Let your worship be your witness

Let Your Worship Be Your Witness

In a sermon I preached a few weeks ago, one of our application points was:

let your worship be your witness.

We didn’t have time to unpack this so in the next few paragraphs we’ll make an attempt at scratching a little deeper. If you want to catch the entire message for context we were studying was Acts 3:1-10. Throughout the morning, we asked ourselves the question: “do you see the lame beggar“? You can catch the recorded podcast on iTunes, or stream it from the CCCTO website, where the PowerPoint is also available for download.

Nowadays it seems that the Christian faith has been reduced to “right living”. We spend so much time talking about what you should do so that people will see God through you. After all, that is what it means to be “kingdom minded” right? Live according to the Bible, and other people will see Jesus. May I propose that that statement is not incorrect, but rather that it is incomplete. If we are to be kingdom minded, we must see Jesus first.

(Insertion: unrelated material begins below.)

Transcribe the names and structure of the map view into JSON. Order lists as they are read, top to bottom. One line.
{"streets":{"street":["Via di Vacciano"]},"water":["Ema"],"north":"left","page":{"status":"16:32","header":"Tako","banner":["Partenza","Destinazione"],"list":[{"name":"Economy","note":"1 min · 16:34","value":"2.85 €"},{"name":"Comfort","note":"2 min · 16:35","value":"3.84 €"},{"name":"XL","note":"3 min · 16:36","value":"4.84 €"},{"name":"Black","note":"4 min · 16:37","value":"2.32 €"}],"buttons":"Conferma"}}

How does this relate to the story of the lame beggar in Acts? Starting in Acts 3:2 we see the beginning of the incredible transformation of a man who was lame from birth. This man had never walked a day in his life. However after the miracle performed through the hands of Peter, the man regained strength in his feet and ankles. He is transformed from being lame from birth to having the strength to stand for the very first time. But did this man only stand? In Acts 3:8 we see that he leaps up, begins to walk, and then enters the temple with Peter and John, “walking and leaping and praising God.” Realizing the incredible gift he has received, not only does he stand, but he walks and leaps to the praise and glory of God, the giver of the gift.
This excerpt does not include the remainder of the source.